A gleam came over the dying face, like a ray of sunlight gilding the close of a bleak winter’s day.
“I have never been false,” he murmured, “never false really in my heart. I swore to save you, George, life for life, and I have kept my oath. I shall not live to see Lady Hamilton again, but—but—you will tell her that it was my body which—”
He turned fainter now, and lay half-propped against the seat he had lately occupied, holding Sir George’s hand, and effectually preventing the baronet from taking any further part in the fray.
It is not to be supposed that the two seamen in the back of the coach had been idle witnesses of a tumult which so exactly coincided with their notions of what they termed “a spree.” Protected from the fire of the horsemen by a pile of luggage on its roof, or, as Slap-Jack called it, by the deck-cargo, they had made an excellent defence, and better practice than might have been looked for with a brace of borrowed pistols, apt to hang fire and throw high. The guard, too, after a careful and protracted aim, discharged his blunderbuss, with a loud explosion; and the result of their joint efforts was, that the highwaymen, as the last-named functionary believed them, were beaten off. Blood Humphrey’s horse was shot through the flank, though the poor brute made shift to carry his rider swiftly away. Black George had his ankle-bone broken, but managed to gallop across the moor after his comrade, writhing in pain, and with his boot full of blood. Bold lay dead on the ground. There was but one of the assailants left—a well-armed man in a cassock, who had kept somewhat in the background; and his horse, too, was badly wounded behind its girths.
Sir George was occupied with Florian, but the others sprang down to take the last of their foes captive; ere they could reach him, however, he had leaped into the bay mare’s saddle, and was urging her over the heather at a pace that promised soon to place him in safety, for the bay mare was the fastest galloper in Yorkshire, and her rider knew it was a race for life and death.
“By heavens, it is Malletort!” exclaimed Sir George, looking up from his charge, at sound of the flying hoofs, to observe something in the fugitive’s seat and figure that identified him with the Abbé, and gazing after him so intently, that he did not mark the expression of satisfaction on Florian’s pain-stricken face when he learned the other had escaped. “I never thought he could ride so well,” muttered the baronet, while he watched the good bay mare speeding steadily over the open, and saw the Frenchman put her straight at a high stone wall, beyond which he knew, by his own experience, there was a considerable drop into a ravine.
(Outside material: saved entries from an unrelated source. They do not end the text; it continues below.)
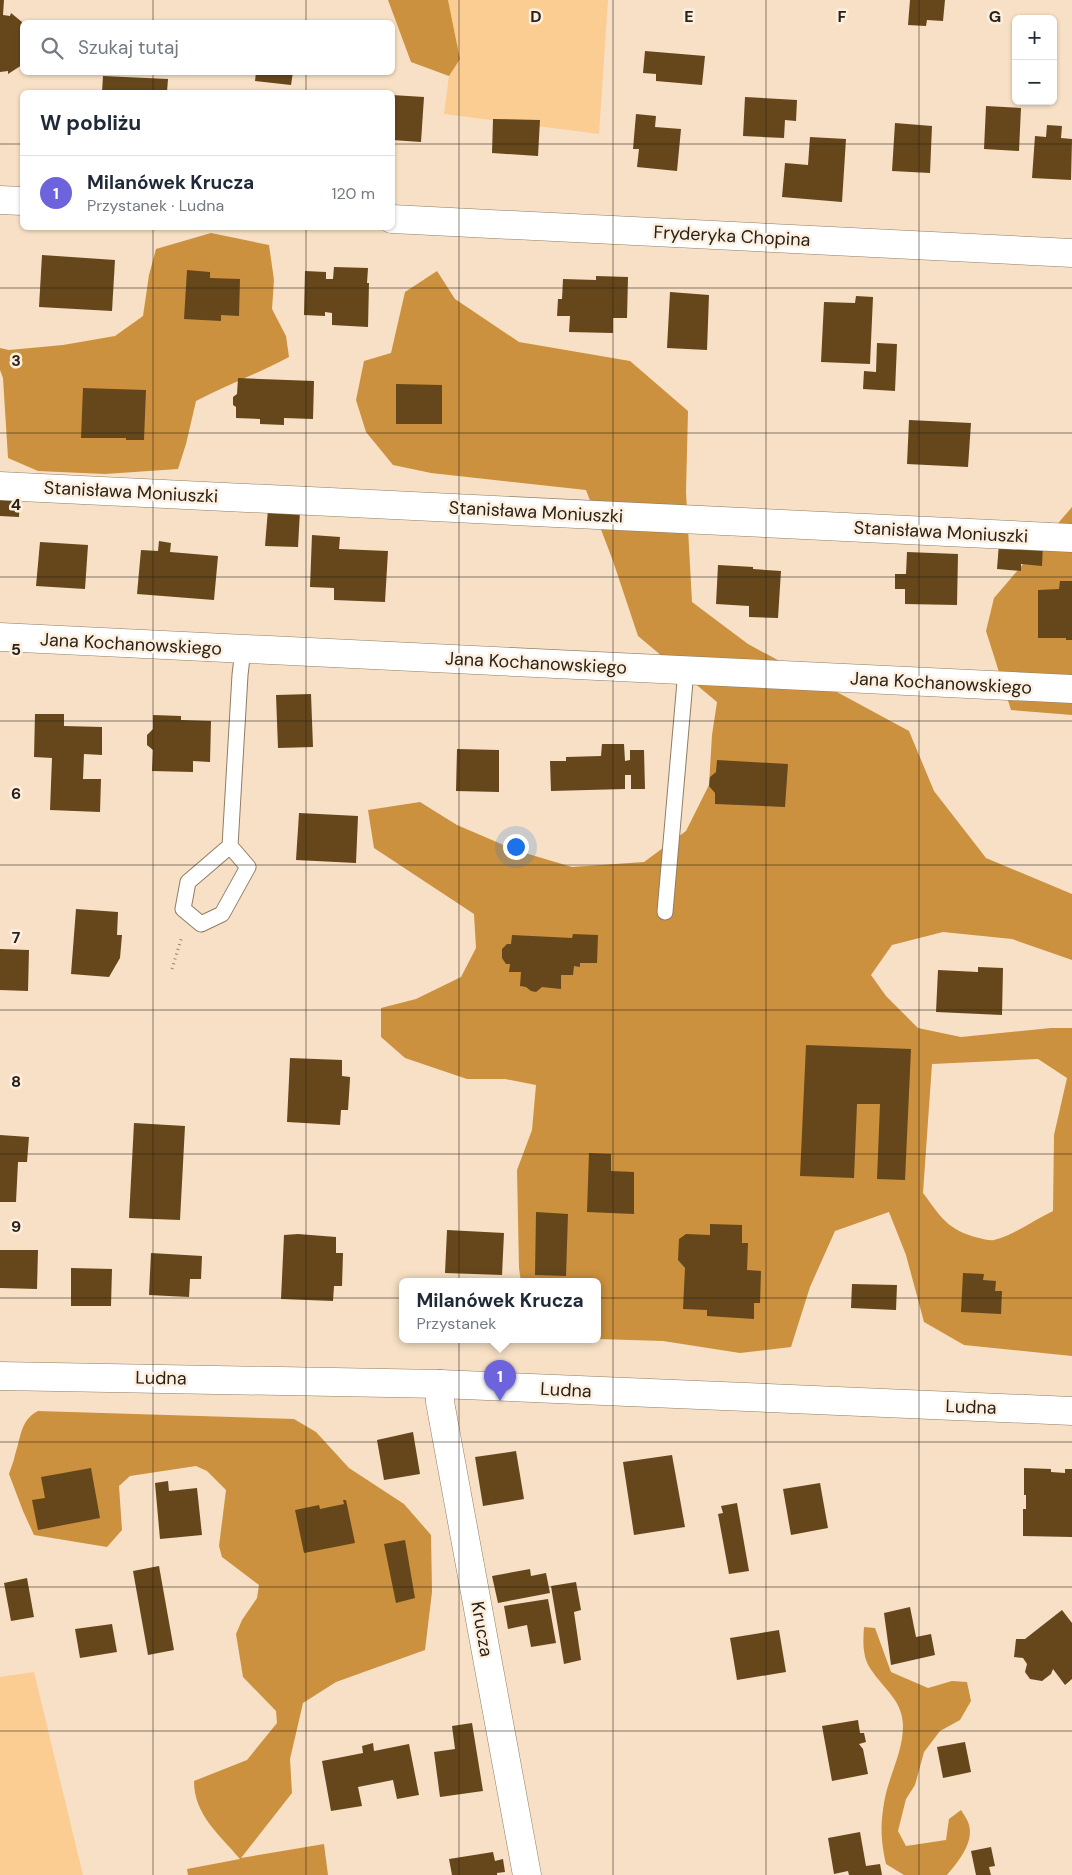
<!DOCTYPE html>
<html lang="pl">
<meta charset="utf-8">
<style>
:root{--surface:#fff;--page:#f2f2f3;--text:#1f2937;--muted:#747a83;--line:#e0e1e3;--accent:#6d63dd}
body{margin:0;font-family:"DM Sans",sans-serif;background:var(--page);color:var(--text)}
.controls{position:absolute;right:15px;top:15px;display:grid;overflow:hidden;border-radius:8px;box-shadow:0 1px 4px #0004}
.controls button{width:45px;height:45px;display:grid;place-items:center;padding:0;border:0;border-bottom:1px solid var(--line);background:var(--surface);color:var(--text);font:25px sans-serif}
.you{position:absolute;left:515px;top:846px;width:18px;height:18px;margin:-12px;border:4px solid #fff;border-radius:50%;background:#1a73e8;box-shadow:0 0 0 8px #1a73e833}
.badge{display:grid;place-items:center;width:32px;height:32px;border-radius:50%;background:var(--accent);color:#fff;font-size:16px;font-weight:700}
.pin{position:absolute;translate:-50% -41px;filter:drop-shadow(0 1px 2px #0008)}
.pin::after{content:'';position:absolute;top:26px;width:18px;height:15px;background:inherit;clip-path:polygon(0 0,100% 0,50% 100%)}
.popup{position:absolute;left:399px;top:1278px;width:202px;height:65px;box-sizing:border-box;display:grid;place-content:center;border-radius:8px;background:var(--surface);filter:drop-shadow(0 1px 4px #0005);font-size:16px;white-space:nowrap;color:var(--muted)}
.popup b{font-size:19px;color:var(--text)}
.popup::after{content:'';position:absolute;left:50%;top:100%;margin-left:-10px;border:10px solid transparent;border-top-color:var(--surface)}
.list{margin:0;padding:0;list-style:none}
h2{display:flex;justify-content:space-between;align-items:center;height:65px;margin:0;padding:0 20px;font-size:21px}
h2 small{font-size:16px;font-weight:400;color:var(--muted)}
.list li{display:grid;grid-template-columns:32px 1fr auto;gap:15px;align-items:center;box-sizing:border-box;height:75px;padding:0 20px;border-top:1px solid var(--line)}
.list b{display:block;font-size:19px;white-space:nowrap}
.list p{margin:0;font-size:16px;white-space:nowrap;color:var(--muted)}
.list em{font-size:16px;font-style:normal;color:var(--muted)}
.icon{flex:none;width:28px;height:28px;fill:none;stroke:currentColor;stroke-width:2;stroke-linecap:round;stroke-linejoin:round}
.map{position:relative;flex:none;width:1072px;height:1875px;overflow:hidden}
.search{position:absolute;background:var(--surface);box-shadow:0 1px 4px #0004;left:20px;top:20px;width:375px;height:55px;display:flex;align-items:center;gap:12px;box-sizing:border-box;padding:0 18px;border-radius:8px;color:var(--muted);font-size:19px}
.panel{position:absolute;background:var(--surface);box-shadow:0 1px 4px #0004;left:20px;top:90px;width:375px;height:140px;border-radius:8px}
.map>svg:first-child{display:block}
</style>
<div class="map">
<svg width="1072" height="1875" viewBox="0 0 1072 1875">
<rect width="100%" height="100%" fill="#f7e0c5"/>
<g fill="#fbcd93">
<polygon points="448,0 608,0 599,134 444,114 449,76 460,59"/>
<polygon points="34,1672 83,1875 0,1875 0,1677"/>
</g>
<g fill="#cc913e" fill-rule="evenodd">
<polygon points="388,0 448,0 460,59 449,76 411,62"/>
<path d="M211 233 269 245 274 280 272 309 286 336 289 357C259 373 227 385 196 401L186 444 178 469 105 474 38 471 8 458 3 378 0 370V348L9 350 63 345 115 336 143 316 149 275 156 249Z"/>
<path d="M437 271 455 299 519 342 630 361 688 411 686 492 692 602 748 644 909 731 934 791 986 858 1072 894V960L1012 939 943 932 892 945 871 975 886 996 918 1028 961 1037 1051 1028H1072V1356L964 1345 924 1322 906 1255 889 1212 835 1231 810 1287 791 1347 740 1353 663 1341 598 1339V1282H521L519 1268 517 1170 532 1130 536 1085 505 1079H467L405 1058 381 1037V1008L416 999 461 977 476 948 474 914 374 848 368 810 420 802 457 825 515 850 572 867 644 862 686 831 709 785 712 735 717 702 638 636 613 561 586 490 431 473 393 465 366 432 356 400 364 361 391 353 405 292ZM1038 1059 1067 1078 1054 1135 1053 1211C1034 1220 1014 1235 994 1240 989 1241 984 1239 979 1238 947 1230 941 1217 923 1193L932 1064Z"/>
<polygon points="1072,507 1072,715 1011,710 986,631 994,598"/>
<path d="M38 1411 294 1419 316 1432 349 1468 404 1504 431 1535 432 1592 425 1650 336 1682 303 1703 290 1759 292 1793 241 1858 324 1844 328 1875H188L187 1869 240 1859C219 1834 194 1815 194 1781L247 1760 277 1723 276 1711 243 1677 236 1634 242 1620 257 1598 259 1585 222 1557 219 1546 226 1490 207 1471 196 1466 130 1476 119 1486 122 1530 107 1547 34 1535 23 1511 9 1474C11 1467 14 1461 15 1455 21 1438 20 1420 38 1411Z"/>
<path d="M864 1627 875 1628 891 1672 928 1688 952 1681 967 1682 971 1701 960 1720 940 1731 924 1752 915 1785 906 1799 898 1831 906 1846 946 1840 949 1819 961 1810C964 1815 968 1820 969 1825 974 1843 958 1862 947 1875H904L886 1864C881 1841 880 1827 884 1803 888 1777 903 1753 903 1726 903 1701 884 1689 872 1671 862 1658 863 1642 864 1627Z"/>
</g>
<g fill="#66471b">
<polygon points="0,0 4,0 3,15 10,16 11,13 22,22 22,65 8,74 8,71 0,72"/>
<polygon points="910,0 945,0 943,21 927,20 926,26 908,25"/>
<polygon points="645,51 705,56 702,85 656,81 656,74 643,73"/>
<polygon points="256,72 293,72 291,85 255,81"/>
<polygon points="103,76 168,79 167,92 102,92"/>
<polygon points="392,95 424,97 421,142 392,140"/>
<polygon points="745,97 797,100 796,121 785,120 784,138 743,136"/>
<polygon points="986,106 1021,108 1019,151 984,149"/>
<polygon points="636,114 656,116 655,127 681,129 677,171 637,167 639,149 633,149"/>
<polygon points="493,119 540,120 538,156 492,153"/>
<polygon points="895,123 932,126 930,173 892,171"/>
<polygon points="1047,125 1062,126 1061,138 1072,139 1071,180 1032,178 1035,136 1046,137"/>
<polygon points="810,137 846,139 842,202 782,197 785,163 808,165"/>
<polygon points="42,255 115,260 112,311 39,307"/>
<polygon points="334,267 368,268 367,283 369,283 368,327 332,325 332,313 325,312 325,316 304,315 305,271 326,272 326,279 333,279"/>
<polygon points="187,270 210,272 210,278 240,279 239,316 221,315 221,321 184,319"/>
<polygon points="596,276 628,277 627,318 613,318 613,333 569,332 570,316 557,316 558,299 562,299 563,279 596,280"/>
<polygon points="670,292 709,295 707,350 667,348"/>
<polygon points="856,296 873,297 870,364 821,362 824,302 855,303"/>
<polygon points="877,343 897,344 895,391 863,389 864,371 876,372"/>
<polygon points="238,378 314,381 313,419 284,418 284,425 260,424 260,419 236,418 236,407 233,405 233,397 237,394"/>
<polygon points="396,384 442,385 442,424 396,424"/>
<polygon points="83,388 146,390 144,440 126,440 126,438 81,438"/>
<polygon points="909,420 971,423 968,467 907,464"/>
<polygon points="0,493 20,493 19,517 0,516"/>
<polygon points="268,509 300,511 298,547 265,546"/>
<polygon points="312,535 340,537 339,549 388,551 385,602 334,600 334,588 310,587"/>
<polygon points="159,541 171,543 170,552 218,556 214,600 137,594 141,550 158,551"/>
<polygon points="40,542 88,545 85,589 36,586"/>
<polygon points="999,543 1043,545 1042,566 1021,564 1021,571 997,569"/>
<polygon points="907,552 958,554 957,605 905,604 905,589 895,589 895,574 906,574"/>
<polygon points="718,565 753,567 753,569 781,571 778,618 749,617 749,606 716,604"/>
<polygon points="1060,581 1072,581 1072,640 1066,640 1066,638 1038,638 1038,590 1059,589"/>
<polygon points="311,694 313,747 278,748 276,695"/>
<polygon points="35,714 64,714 64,726 102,727 102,755 84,754 83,779 101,779 100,812 50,810 52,758 34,757"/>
<polygon points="153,715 181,716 181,720 211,721 210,762 193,761 193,772 152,771 153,750 147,745 147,735 153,729"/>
<polygon points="602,744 624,744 625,761 630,760 630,750 644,750 645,789 631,789 631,775 625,775 625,789 551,791 550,761 566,761 566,757 601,756"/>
<polygon points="457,749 499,750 499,792 456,791"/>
<polygon points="717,760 788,764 785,807 715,804 715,793 709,786 710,777 716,772"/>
<polygon points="299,813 358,816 356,863 296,860"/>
<polygon points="76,909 118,912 117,935 122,935 120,958 109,977 71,974"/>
<polygon points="573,934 598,935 597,963 580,963 580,967 574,966 573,975 561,975 561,989 542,987 536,992 531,991 526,987 520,986 521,972 509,972 510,964 506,964 502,958 502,949 507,944 511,944 512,935 572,938"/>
<polygon points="0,949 29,950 28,991 0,990"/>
<polygon points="978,967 1003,968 1002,1015 936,1012 938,970 978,972"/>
<polygon points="806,1045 911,1049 905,1180 877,1179 880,1104 857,1104 854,1178 800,1176"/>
<polygon points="290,1058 342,1060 342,1076 350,1077 350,1079 348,1110 341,1110 340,1125 287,1122"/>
<polygon points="134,1123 185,1126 180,1220 129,1218"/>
<polygon points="0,1135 29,1137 27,1162 18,1162 16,1202 0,1202"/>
<polygon points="589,1153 611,1154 611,1171 634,1172 634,1214 587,1212"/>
<polygon points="536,1212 568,1214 566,1276 535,1275"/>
<polygon points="710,1224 742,1225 742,1243 748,1243 747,1270 761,1271 760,1303 754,1303 754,1319 707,1316 707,1310 683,1309 685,1268 678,1260 679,1239 686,1234 710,1235"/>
<polygon points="447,1230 504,1233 502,1275 445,1273"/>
<polygon points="298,1234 336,1237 336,1253 343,1253 342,1286 334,1286 333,1301 281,1299 284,1235"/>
<polygon points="0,1250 38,1250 37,1289 0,1288"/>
<polygon points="151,1253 202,1256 201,1279 190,1279 189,1297 149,1295"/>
<polygon points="71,1268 112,1269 111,1306 71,1306"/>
<polygon points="963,1273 984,1274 983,1280 996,1281 995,1291 1002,1291 1001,1314 961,1312"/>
<polygon points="852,1284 897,1285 896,1310 851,1308"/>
<polygon points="413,1432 420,1474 384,1480 377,1440"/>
<polygon points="516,1451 524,1499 483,1506 475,1457"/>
<polygon points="672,1455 685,1527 634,1535 623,1462"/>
<polygon points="91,1468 100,1518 38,1530 32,1500 45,1498 41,1477"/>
<polygon points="1024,1468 1051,1469 1051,1472 1065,1473 1065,1469 1072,1469 1072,1537 1023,1536 1023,1509 1026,1509 1026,1495 1024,1495"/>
<polygon points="168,1481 169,1491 197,1488 202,1535 160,1539 155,1483"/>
<polygon points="820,1483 828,1528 791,1535 783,1489"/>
<polygon points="343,1500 346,1500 355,1543 304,1553 295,1510 319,1505 320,1509 344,1504"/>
<polygon points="737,1503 749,1571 729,1574 718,1514 723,1513 721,1506"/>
<polygon points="405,1540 415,1598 396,1603 384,1544"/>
<polygon points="159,1566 174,1650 148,1655 133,1571"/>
<polygon points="530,1569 531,1576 546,1573 550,1593 498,1603 492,1576"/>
<polygon points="27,1578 34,1617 11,1621 4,1583"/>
<polygon points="576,1582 581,1610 574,1612 581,1660 564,1664 551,1586"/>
<polygon points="548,1599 556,1643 531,1647 527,1625 508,1629 504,1606"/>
<polygon points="910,1607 916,1637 931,1634 935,1655 891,1665 884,1613"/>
<polygon points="1062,1610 1072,1623 1072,1679 1065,1685 1053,1669 1051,1674 1042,1681 1030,1679 1025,1672 1027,1664 1023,1658 1014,1657 1016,1639 1025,1639"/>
<polygon points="112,1624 117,1652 80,1658 75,1629"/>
<polygon points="779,1630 786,1672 737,1680 730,1638"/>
<polygon points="858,1720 860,1733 864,1733 866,1742 859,1744 863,1749 868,1774 832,1781 822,1726"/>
<polygon points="472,1723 483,1791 440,1797 434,1752 455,1749 452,1726"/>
<polygon points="965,1742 971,1772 943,1778 937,1747"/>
<polygon points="373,1743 374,1751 409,1744 419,1795 397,1799 393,1780 358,1787 362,1806 331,1811 322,1761 363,1753 362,1746"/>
<polygon points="860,1832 866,1866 880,1864 882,1875 849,1875 848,1871 834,1874 828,1838"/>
<polygon points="991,1847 995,1866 989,1867 991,1875 976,1875 971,1851"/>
<polygon points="493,1852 495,1861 503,1859 505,1872 497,1873 497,1875 452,1875 449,1859"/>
</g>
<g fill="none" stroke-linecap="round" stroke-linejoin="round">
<defs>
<g id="service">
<polyline points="230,846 248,867 222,914 201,924 183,909 188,882 230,846 240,675 243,649"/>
<polyline points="665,912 686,670"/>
</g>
<g id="minor">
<polyline points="0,200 22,201"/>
<polyline points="392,219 1072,253"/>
<polyline points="0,486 1072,538"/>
<polyline points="0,637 1072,689"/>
<polyline points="0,1376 440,1384 1072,1411"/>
<polyline points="440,1384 440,1402 527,1875"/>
</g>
</defs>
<use href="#service" stroke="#917d63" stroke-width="17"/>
<use href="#minor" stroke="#917d63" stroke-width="29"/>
<polyline stroke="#968573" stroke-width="3" stroke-dasharray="1 4" stroke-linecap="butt" points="172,969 182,936"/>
<use href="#service" stroke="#fff" stroke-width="15"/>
<use href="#minor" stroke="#fff" stroke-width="28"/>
</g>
<path fill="none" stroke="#2a2117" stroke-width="1" stroke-opacity="0.55" d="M153 0V22M306 0V22M459 0V1875M613 0V1875M766 0V1875M919 0V1875M153 72V92M306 72V92M0 144H22M392 144H1072M153 228V1875M306 228V1875M0 288H1072M0 433H1072M0 577H1072M0 721H1072M0 865H1072M0 1010H1072M0 1154H1072M0 1298H1072M0 1442H1072M0 1587H1072M0 1731H1072"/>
<g text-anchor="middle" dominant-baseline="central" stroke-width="5" stroke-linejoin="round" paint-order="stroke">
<g font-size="18" fill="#2a2117" stroke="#fdefdf">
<text transform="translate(732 236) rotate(3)">Fryderyka Chopina</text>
<text transform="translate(131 492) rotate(3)">Stanisława Moniuszki</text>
<text transform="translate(536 512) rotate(3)">Stanisława Moniuszki</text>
<text transform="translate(941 532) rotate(3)">Stanisława Moniuszki</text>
<text transform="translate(131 644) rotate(3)">Jana Kochanowskiego</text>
<text transform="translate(536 663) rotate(3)">Jana Kochanowskiego</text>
<text transform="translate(941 683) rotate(3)">Jana Kochanowskiego</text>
<text transform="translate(161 1378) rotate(1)">Ludna</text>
<text transform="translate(566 1390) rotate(3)">Ludna</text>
<text transform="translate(971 1407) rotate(2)">Ludna</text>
<text transform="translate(482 1629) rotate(80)">Krucza</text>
</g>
</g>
<g font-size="16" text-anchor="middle" font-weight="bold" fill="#2a2117" stroke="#fdefdf" stroke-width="5" stroke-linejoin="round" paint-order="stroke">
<text x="536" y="22">D</text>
<text x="689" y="22">E</text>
<text x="842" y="22">F</text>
<text x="995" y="22">G</text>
<text x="16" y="366">3</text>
<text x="16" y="510">4</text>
<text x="16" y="655">5</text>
<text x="16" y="799">6</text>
<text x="16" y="943">7</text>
<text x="16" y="1087">8</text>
<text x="16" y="1232">9</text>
</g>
</svg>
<div class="controls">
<button>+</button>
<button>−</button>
</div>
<div class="you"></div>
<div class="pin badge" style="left:500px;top:1401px">1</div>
<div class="popup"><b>Milanówek Krucza</b>Przystanek</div>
<div class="search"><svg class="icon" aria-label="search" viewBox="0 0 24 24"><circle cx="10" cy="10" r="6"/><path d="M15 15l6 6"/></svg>Szukaj tutaj</div>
<section class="panel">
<h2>W pobliżu<small></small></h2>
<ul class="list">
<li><span class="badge">1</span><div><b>Milanówek Krucza</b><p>Przystanek · Ludna</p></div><em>120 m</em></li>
</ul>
</section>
</div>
The mare jumped it like a deer, and after a time rose the opposite slope at a swifter pace than ever. Sir George could only make her out very indistinctly now, yet something in the headlong manner of her career caused him to fancy she was going without a rider.
He had more important matters to occupy him. It had begun to snow heavily, and Florian was growing weaker every minute. With a dying man for their freight; with the absence of other passengers; above all, with the prospect of increased difficulty in progression at every yard they advanced, for the sky had darkened, and the flakes fell thicker, guard and driver were easily persuaded to turn their horses’ heads, and make the best of their way back to Hamilton Hill.
It was but a few miles distant, and Sir George, hoping against hope, tried to persuade himself that if he could only get Florian under his own roof alive, he might be saved.
They were good nurses, that tried campaigner and his two rough, hardy seamen. Tenderly, like women, they stanched the welling life-blood, supported the nerveless, drooping figure, and wiped the froth from the dry, white lips that could no longer speak, but yet made shift to smile. Tenderly, too, they whispered soothing words, in soft, hushed voices, looking blankly in each other’s faces for the hope their hearts denied; and thus slowly, sadly, solemnly, the dark procession laboured back, taking the road they had lately travelled, passed the well-known hostelry, and so wearily climbed the long ascent to the grim, looming towers of Hamilton Hill.